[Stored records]

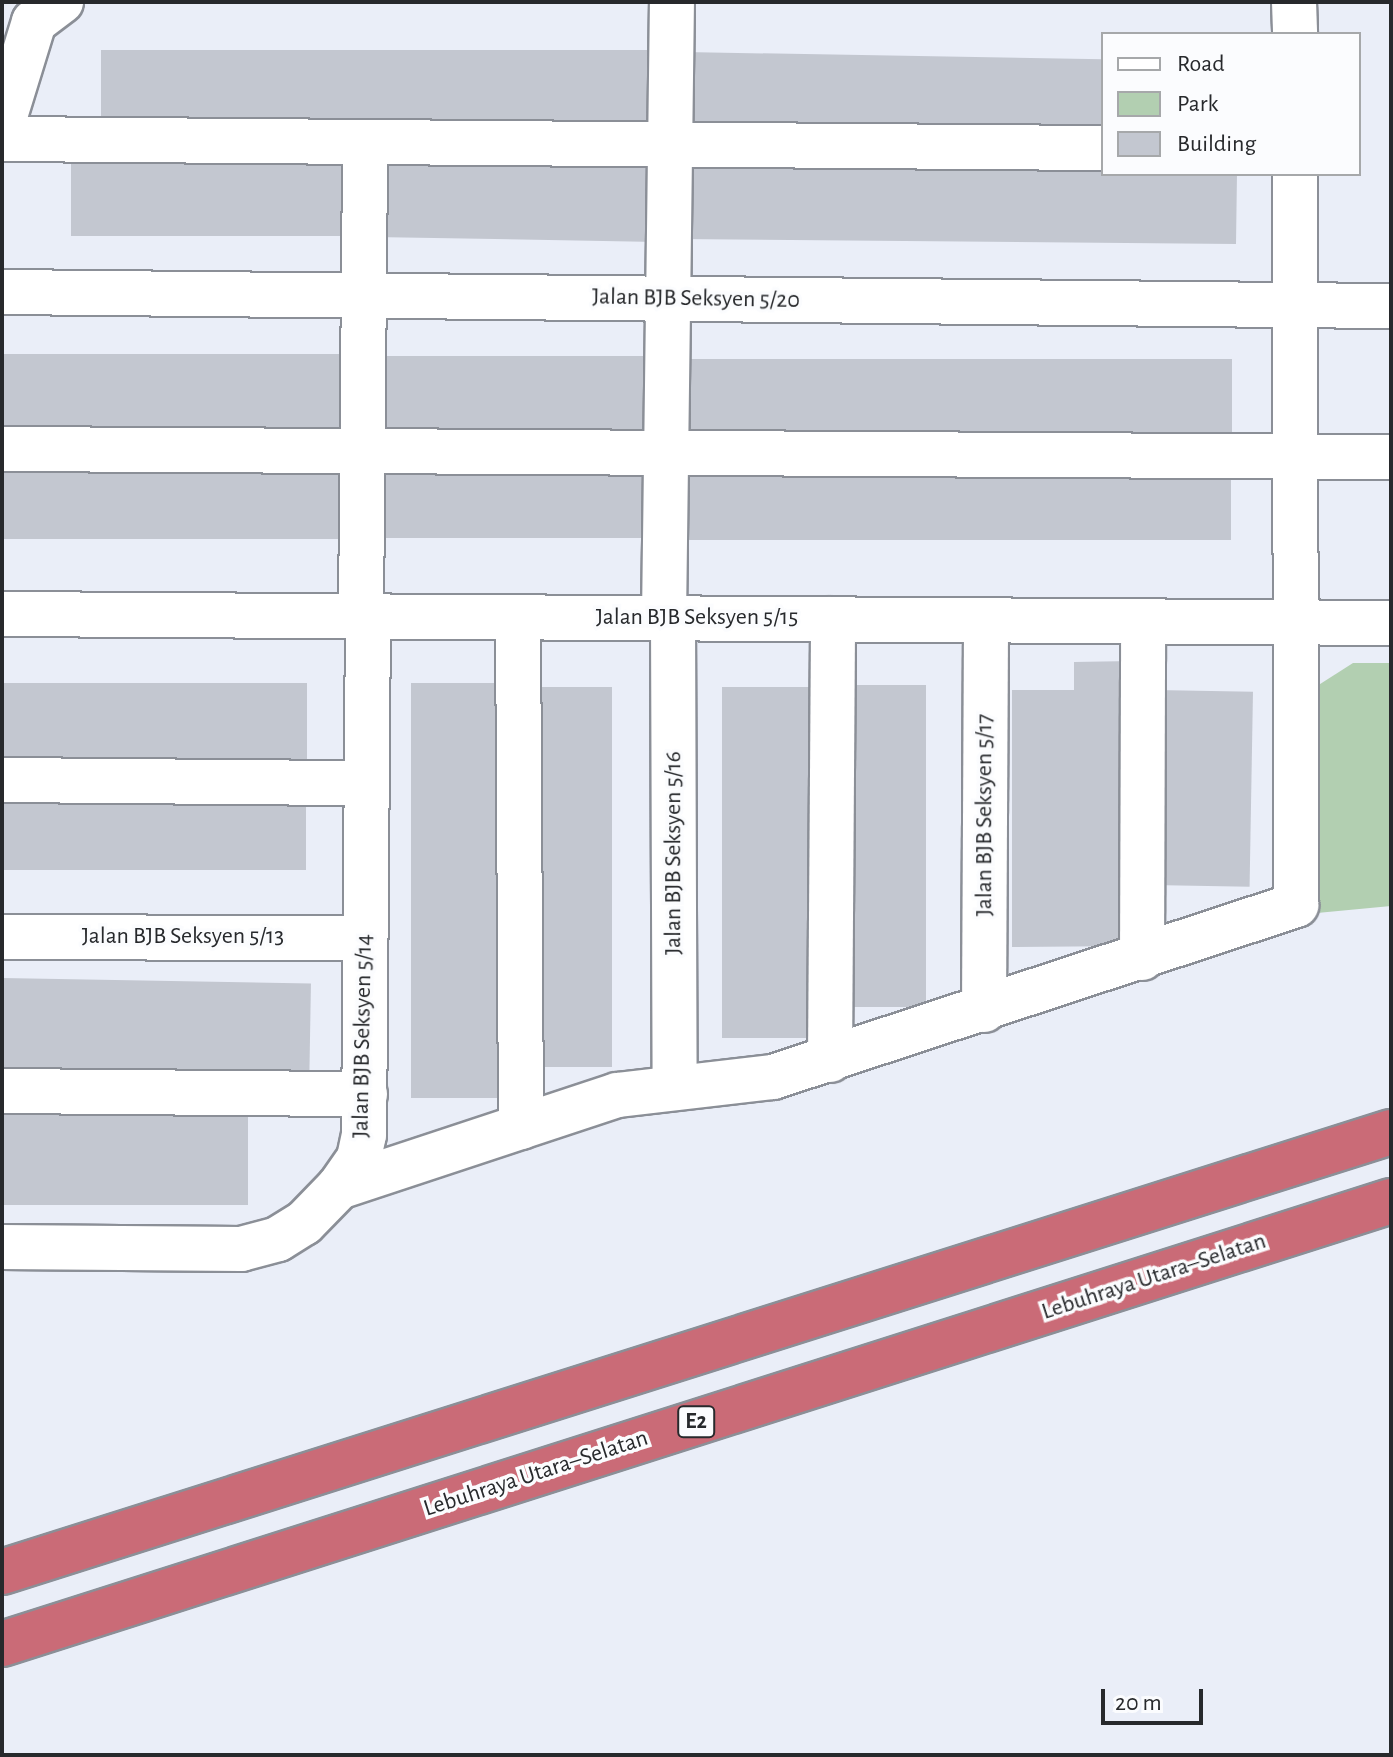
<!DOCTYPE html>
<meta charset="utf-8">
<style>
body{margin:0}
#map{position:relative;width:1393px;height:1757px;overflow:hidden;background:#eaeef8;font-family:"Alegreya Sans",sans-serif}
div>[style]{position:absolute}
[style*='--x']{left:calc(var(--x)*1px);top:calc(var(--y)*1px);width:calc(var(--w)*1px);rotate:calc(var(--a)*1deg)}
.green>*{inset:0;background:#b2cfb1}
.building>*{inset:0;background:#c3c7d0;transform-origin:0 0}
.roads{filter:drop-shadow(2px 0 #8b8f97) drop-shadow(-2px 0 #8b8f97) drop-shadow(0 2px #8b8f97) drop-shadow(0 -2px #8b8f97)}
.minor>*{height:44px;margin:-22px;padding:0 22px;transform-origin:22px;border-radius:22px;background:#fff}
.highway>*{height:44px;margin:-22px;padding:0 22px;transform-origin:22px;border-radius:22px;background:#ca6b77}
span{translate:-50% -50%;white-space:nowrap;text-align:center;line-height:1.15;-webkit-text-stroke:7px #fbfcfe;paint-order:stroke}
.shield-label span{padding:2px 6px;background:#fbfcfe;border:2px solid;border-radius:6px;-webkit-text-stroke-width:0}
.shield-label{font-size:22px;color:#27292c;font-weight:700}
.street-label{font-size:24px;color:#27292c}
.frame{position:absolute;inset:0;border:4px solid #27292c;pointer-events:none}
.legend{position:absolute;left:1101px;top:32px;width:260px;height:144px;box-sizing:border-box;background:#fbfcfe;border:2px solid #a6a8aa;margin:0;padding:10px 14px;list-style:none;font-size:24px;color:#27292c}
.legend li{display:flex;align-items:center;gap:16px;height:40px}
.legend b{width:40px;border:2px solid #a6a8aa}
.scale{position:absolute;left:1101px;top:1689px;width:102px;height:36px;box-sizing:border-box;border:4px solid #27292c;border-top:0;padding-left:10px;font-size:24px;line-height:28px;white-space:nowrap;color:#27292c;-webkit-text-stroke:6px #fbfcfe;paint-order:stroke}
</style>
<div id="map">
<div class="green">
<div style="clip-path:polygon(1353px 663px,1391px 663px,1391px 906px,1317px 913px,1317px 686px)"></div>
</div>
<div class="building">
<div style="left:101px;top:50px;width:556px;height:80px"></div>
<div style="left:684px;top:52px;width:419px;height:79px;rotate:1deg"></div>
<div style="left:351px;top:154px;width:82px;height:280px;rotate:90deg"></div>
<div style="left:375px;top:154px;width:284px;height:83px;rotate:1deg"></div>
<div style="clip-path:polygon(680px 158px,1103px 162px,1103px 174px,1237px 174px,1236px 244px,679px 239px)"></div>
<div style="left:2px;top:354px;width:347px;height:75px"></div>
<div style="left:378px;top:356px;width:274px;height:85px"></div>
<div style="left:682px;top:359px;width:550px;height:83px"></div>
<div style="left:2px;top:458px;width:347px;height:81px"></div>
<div style="left:377px;top:465px;width:275px;height:73px"></div>
<div style="left:684px;top:467px;width:547px;height:73px"></div>
<div style="clip-path:polygon(1132px 661px,1131px 946px,1012px 947px,1012px 690px,1074px 690px,1074px 662px)"></div>
<div style="left:2px;top:683px;width:305px;height:83px"></div>
<div style="left:506px;top:683px;width:415px;height:95px;rotate:90deg"></div>
<div style="left:926px;top:685px;width:322px;height:83px;rotate:90deg"></div>
<div style="left:612px;top:687px;width:380px;height:80px;rotate:90deg"></div>
<div style="left:722px;top:687px;width:94px;height:351px"></div>
<div style="left:1155px;top:690px;width:98px;height:195px;rotate:1deg"></div>
<div style="left:2px;top:794px;width:304px;height:76px"></div>
<div style="left:2px;top:978px;width:309px;height:102px;rotate:1deg"></div>
<div style="left:2px;top:1106px;width:246px;height:99px"></div>
</div>
<div class="roads">
<div class="minor">
<div style="--x:1294;--y:2;--w:32;--a:88"></div>
<div style="--x:2;--y:126;--w:109;--a:-72.9"></div>
<div style="--x:34;--y:22;--w:34;--a:-37"></div>
<div style="--x:2;--y:139;--w:1101;--a:0.47"></div>
<div style="--x:2;--y:292;--w:1389;--a:0.58"></div>
<div style="--x:2;--y:449;--w:1389;--a:0.33"></div>
<div style="--x:2;--y:614;--w:1389;--a:0.37"></div>
<div style="--x:361;--y:616;--w:474;--a:-89.5"></div>
<div style="--x:518;--y:617;--w:510;--a:89.66"></div>
<div style="--x:664;--y:618;--w:616;--a:-89.26"></div>
<div style="--x:673;--y:618;--w:470;--a:89.8"></div>
<div style="--x:2;--y:780;--w:365;--a:0.5"></div>
<div style="--x:2;--y:937;--w:363;--a:0.2"></div>
<div style="--x:1142;--y:958;--w:337;--a:-89.8"></div>
<div style="--x:984;--y:1010;--w:389;--a:-89.7"></div>
<div style="--x:830;--y:1060;--w:441;--a:-89.6"></div>
<div style="--x:2;--y:1091;--w:363;--a:0.5"></div>
<div style="--x:339;--y:1187;--w:293;--a:-18.3"></div>
<div style="--x:617;--y:1095;--w:157;--a:-6.6"></div>
<div style="--x:773;--y:1077;--w:551;--a:-18.2"></div>
<div style="--x:1296;--y:905;--w:731;--a:-90.08"></div>
<div style="--x:2;--y:1247;--w:239;--a:0.5"></div>
<div style="--x:241;--y:1249;--w:38;--a:-15"></div>
<div style="--x:278;--y:1239;--w:31;--a:-32"></div>
<div style="--x:304;--y:1223;--w:50;--a:-45.8"></div>
<div style="--x:339;--y:1187;--w:35;--a:-55"></div>
<div style="--x:359;--y:1158;--w:24;--a:-78"></div>
<div style="--x:364;--y:1135;--w:519;--a:-89.56"></div>
</div>
<div class="highway">
<div style="--x:2;--y:1572;--w:1457;--a:-17.58"></div>
<div style="--x:2;--y:1644;--w:1458;--a:-17.69"></div>
</div>
</div>
<div class="shield-label">
<span style="left:696px;top:1422px">E2</span>
</div>
<div class="street-label">
<span style="left:696px;top:299px;rotate:1deg">Jalan BJB Seksyen 5/20</span>
<span style="left:697px;top:618px">Jalan BJB Seksyen 5/15</span>
<span style="left:985px;top:815px;rotate:-90deg">Jalan BJB Seksyen 5/17</span>
<span style="left:674px;top:853px;rotate:-90deg">Jalan BJB Seksyen 5/16</span>
<span style="left:183px;top:937px">Jalan BJB Seksyen 5/13</span>
<span style="left:363px;top:1036px;rotate:-89deg">Jalan BJB Seksyen 5/14</span>
<span style="left:1154px;top:1277px;rotate:-18deg">Lebuhraya Utara–Selatan</span>
<span style="left:536px;top:1474px;rotate:-18deg">Lebuhraya Utara–Selatan</span>
</div>
<div class="frame"></div>
<ul class="legend">
<li><b style="height:10px;background:#fff"></b>Road</li>
<li><b style="height:22px;background:#b2cfb1"></b>Park</li>
<li><b style="height:22px;background:#c3c7d0"></b>Building</li>
</ul>
<div class="scale">20 m</div>
</div>
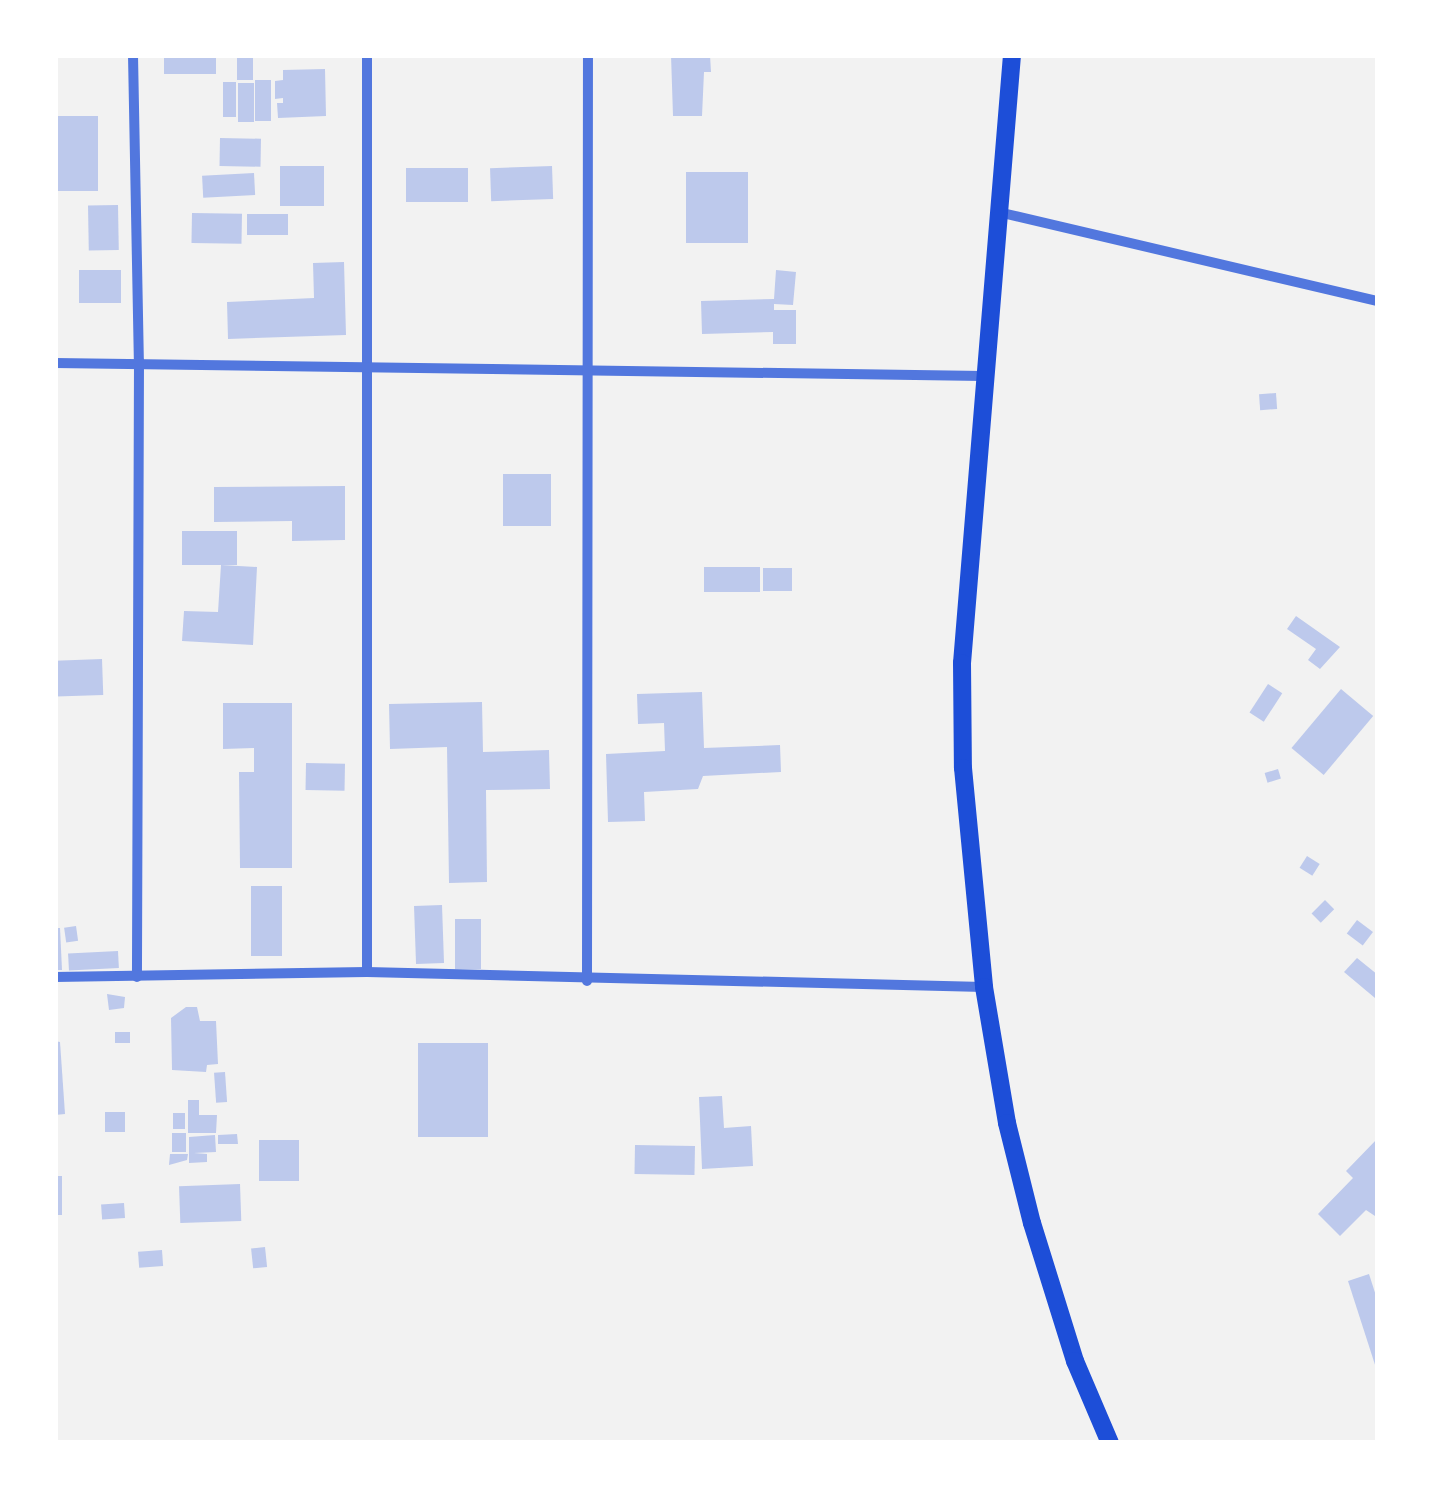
<!DOCTYPE html>
<style>
body{margin:0}
#map{position:relative;width:1433px;height:1498px;overflow:hidden;background:#f2f2f2;font-family:"Roboto Condensed",sans-serif}
div>[style]{position:absolute}
.building>*{inset:0;background:#bdc9ec;transform-origin:0 0}
.minor>*{height:10px;margin:-5px;padding:0 5px;transform-origin:5px;border-radius:5px;background:#5277de}
.secondary>*{height:18px;margin:-9px;padding:0 9px;transform-origin:9px;border-radius:9px;background:#1d4ed8}
span{translate:-50% -50%;white-space:nowrap;text-align:center;line-height:1.15;-webkit-text-stroke:8px #fff;paint-order:stroke}
.frame{position:absolute;inset:0;border:58px solid #fff;pointer-events:none}
</style>
<div id="map">
<div class="building">
<div style="left:164px;top:55px;width:52px;height:19px"></div>
<div style="left:237px;top:55px;width:16px;height:25px"></div>
<div style="clip-path:polygon(671px 55px,710px 55px,711px 72px,704px 72px,702px 116px,673px 116px)"></div>
<div style="clip-path:polygon(325px 69px,326px 116px,278px 118px,277px 103px,283px 103px,283px 98px,275px 99px,275px 81px,283px 80px,283px 70px)"></div>
<div style="left:255px;top:80px;width:16px;height:41px"></div>
<div style="left:223px;top:82px;width:13px;height:35px"></div>
<div style="left:238px;top:83px;width:16px;height:39px"></div>
<div style="left:55px;top:116px;width:43px;height:75px"></div>
<div style="left:220px;top:138px;width:41px;height:28px;rotate:1deg"></div>
<div style="left:324px;top:166px;width:40px;height:44px;rotate:90deg"></div>
<div style="left:552px;top:166px;width:33px;height:62px;rotate:88deg"></div>
<div style="left:406px;top:168px;width:62px;height:34px"></div>
<div style="left:686px;top:172px;width:62px;height:71px"></div>
<div style="left:254px;top:173px;width:22px;height:52px;rotate:87deg"></div>
<div style="left:118px;top:205px;width:45px;height:30px;rotate:89deg"></div>
<div style="left:192px;top:213px;width:50px;height:30px;rotate:1deg"></div>
<div style="left:288px;top:214px;width:21px;height:41px;rotate:90deg"></div>
<div style="clip-path:polygon(344px 262px,346px 335px,228px 339px,227px 302px,314px 298px,313px 263px)"></div>
<div style="left:121px;top:270px;width:33px;height:42px;rotate:90deg"></div>
<div style="clip-path:polygon(776px 270px,796px 272px,793px 305px,774px 304px,774px 310px,796px 310px,796px 344px,773px 344px,773px 332px,702px 334px,701px 301px,774px 299px)"></div>
<div style="left:1276px;top:393px;width:16px;height:17px;rotate:86deg"></div>
<div style="left:503px;top:474px;width:48px;height:52px"></div>
<div style="clip-path:polygon(345px 486px,345px 540px,292px 541px,292px 521px,214px 522px,214px 487px)"></div>
<div style="left:182px;top:531px;width:55px;height:34px"></div>
<div style="clip-path:polygon(221px 565px,257px 567px,253px 645px,182px 641px,184px 611px,218px 612px)"></div>
<div style="left:760px;top:567px;width:25px;height:56px;rotate:90deg"></div>
<div style="left:763px;top:568px;width:29px;height:23px"></div>
<div style="clip-path:polygon(1296px 616px,1340px 647px,1320px 669px,1308px 660px,1316px 649px,1287px 629px)"></div>
<div style="left:102px;top:659px;width:36px;height:47px;rotate:88deg"></div>
<div style="left:1268px;top:684px;width:17px;height:34px;rotate:33deg"></div>
<div style="left:1341px;top:689px;width:42px;height:77px;rotate:40deg"></div>
<div style="clip-path:polygon(702px 692px,704px 748px,780px 745px,781px 772px,703px 776px,698px 789px,644px 792px,645px 821px,608px 822px,606px 754px,665px 751px,664px 723px,638px 724px,637px 694px)"></div>
<div style="clip-path:polygon(482px 702px,483px 752px,549px 750px,550px 789px,486px 790px,487px 882px,449px 883px,447px 747px,390px 749px,389px 704px)"></div>
<div style="clip-path:polygon(223px 703px,292px 703px,292px 868px,240px 868px,239px 772px,254px 772px,254px 748px,223px 749px)"></div>
<div style="left:306px;top:763px;width:39px;height:27px;rotate:1deg"></div>
<div style="left:1278px;top:769px;width:10px;height:14px;rotate:73deg"></div>
<div style="left:1307px;top:856px;width:15px;height:14px;rotate:32deg"></div>
<div style="left:251px;top:886px;width:31px;height:70px"></div>
<div style="left:1325px;top:900px;width:13px;height:19px;rotate:45deg"></div>
<div style="left:442px;top:905px;width:58px;height:28px;rotate:88deg"></div>
<div style="left:455px;top:919px;width:26px;height:50px"></div>
<div style="left:1357px;top:920px;width:20px;height:17px;rotate:37deg"></div>
<div style="left:76px;top:926px;width:15px;height:12px;rotate:82deg"></div>
<div style="clip-path:polygon(55px 928px,60px 928px,62px 970px,55px 970px)"></div>
<div style="left:118px;top:951px;width:17px;height:50px;rotate:87deg"></div>
<div style="clip-path:polygon(1357px 958px,1378px 975px,1375px 998px,1344px 972px)"></div>
<div style="clip-path:polygon(107px 994px,125px 997px,124px 1008px,109px 1010px)"></div>
<div style="clip-path:polygon(186px 1007px,197px 1007px,200px 1021px,216px 1021px,218px 1064px,207px 1065px,206px 1072px,172px 1070px,171px 1018px)"></div>
<div style="left:130px;top:1032px;width:11px;height:15px;rotate:90deg"></div>
<div style="clip-path:polygon(55px 1041px,60px 1042px,65px 1114px,55px 1115px)"></div>
<div style="left:418px;top:1043px;width:70px;height:94px"></div>
<div style="left:225px;top:1072px;width:30px;height:11px;rotate:86deg"></div>
<div style="clip-path:polygon(722px 1096px,724px 1128px,751px 1126px,753px 1166px,702px 1169px,699px 1097px)"></div>
<div style="clip-path:polygon(188px 1100px,199px 1100px,199px 1115px,217px 1115px,216px 1133px,188px 1133px)"></div>
<div style="left:105px;top:1112px;width:20px;height:20px"></div>
<div style="left:173px;top:1113px;width:12px;height:16px"></div>
<div style="left:172px;top:1133px;width:14px;height:19px"></div>
<div style="clip-path:polygon(237px 1134px,238px 1144px,218px 1144px,218px 1135px)"></div>
<div style="clip-path:polygon(215px 1135px,216px 1152px,194px 1153px,207px 1154px,207px 1162px,189px 1163px,189px 1137px)"></div>
<div style="clip-path:polygon(1378px 1138px,1378px 1218px,1366px 1210px,1340px 1236px,1318px 1214px,1353px 1178px,1346px 1171px)"></div>
<div style="left:299px;top:1140px;width:41px;height:40px;rotate:90deg"></div>
<div style="left:635px;top:1145px;width:60px;height:29px;rotate:1deg"></div>
<div style="clip-path:polygon(170px 1154px,188px 1154px,187px 1160px,169px 1165px)"></div>
<div style="left:55px;top:1176px;width:7px;height:39px"></div>
<div style="left:240px;top:1184px;width:37px;height:61px;rotate:88deg"></div>
<div style="left:124px;top:1203px;width:15px;height:23px;rotate:86deg"></div>
<div style="left:265px;top:1247px;width:20px;height:14px;rotate:84deg"></div>
<div style="left:162px;top:1250px;width:16px;height:24px;rotate:86deg"></div>
<div style="clip-path:polygon(1369px 1274px,1378px 1302px,1377px 1371px,1348px 1281px)"></div>
</div>
<div class="minor">
<div style="left:133px;top:55px;width:306px;rotate:88.9deg"></div>
<div style="left:139px;top:361px;width:616px;rotate:90.19deg"></div>
<div style="left:367px;top:55px;width:917px;rotate:90deg"></div>
<div style="left:998px;top:212px;width:390px;rotate:13.2deg"></div>
<div style="left:55px;top:363px;width:928px;rotate:0.8deg"></div>
<div style="left:55px;top:977px;width:312px;rotate:-0.9deg"></div>
<div style="left:367px;top:972px;width:617px;rotate:1.39deg"></div>
<div style="left:587px;top:981px;width:926px;rotate:-89.94deg"></div>
</div>
<div class="secondary">
<div style="left:1012px;top:55px;width:610px;rotate:94.7deg"></div>
<div style="left:962px;top:663px;width:105px;rotate:89.5deg"></div>
<div style="left:963px;top:768px;width:220px;rotate:84.5deg"></div>
<div style="left:984px;top:987px;width:138px;rotate:80.4deg"></div>
<div style="left:1007px;top:1123px;width:103px;rotate:76deg"></div>
<div style="left:1032px;top:1223px;width:145px;rotate:72.7deg"></div>
<div style="left:1075px;top:1361px;width:89px;rotate:66.9deg"></div>
</div>
<div class="frame"></div>
</div>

● What the task requires
What lines above contain the string "stroke"? Copy all of them.

● Task result
span{translate:-50% -50%;white-space:nowrap;text-align:center;line-height:1.15;-webkit-text-stroke:7px #fbfcfe;paint-order:stroke}
.shield-label span{padding:2px 6px;background:#fbfcfe;border:2px solid;border-radius:6px;-webkit-text-stroke-width:0}
.scale{position:absolute;left:1101px;top:1689px;width:102px;height:36px;box-sizing:border-box;border:4px solid #27292c;border-top:0;padding-left:10px;font-size:24px;line-height:28px;white-space:nowrap;color:#27292c;-webkit-text-stroke:6px #fbfcfe;paint-order:stroke}
span{translate:-50% -50%;white-space:nowrap;text-align:center;line-height:1.15;-webkit-text-stroke:8px #fff;paint-order:stroke}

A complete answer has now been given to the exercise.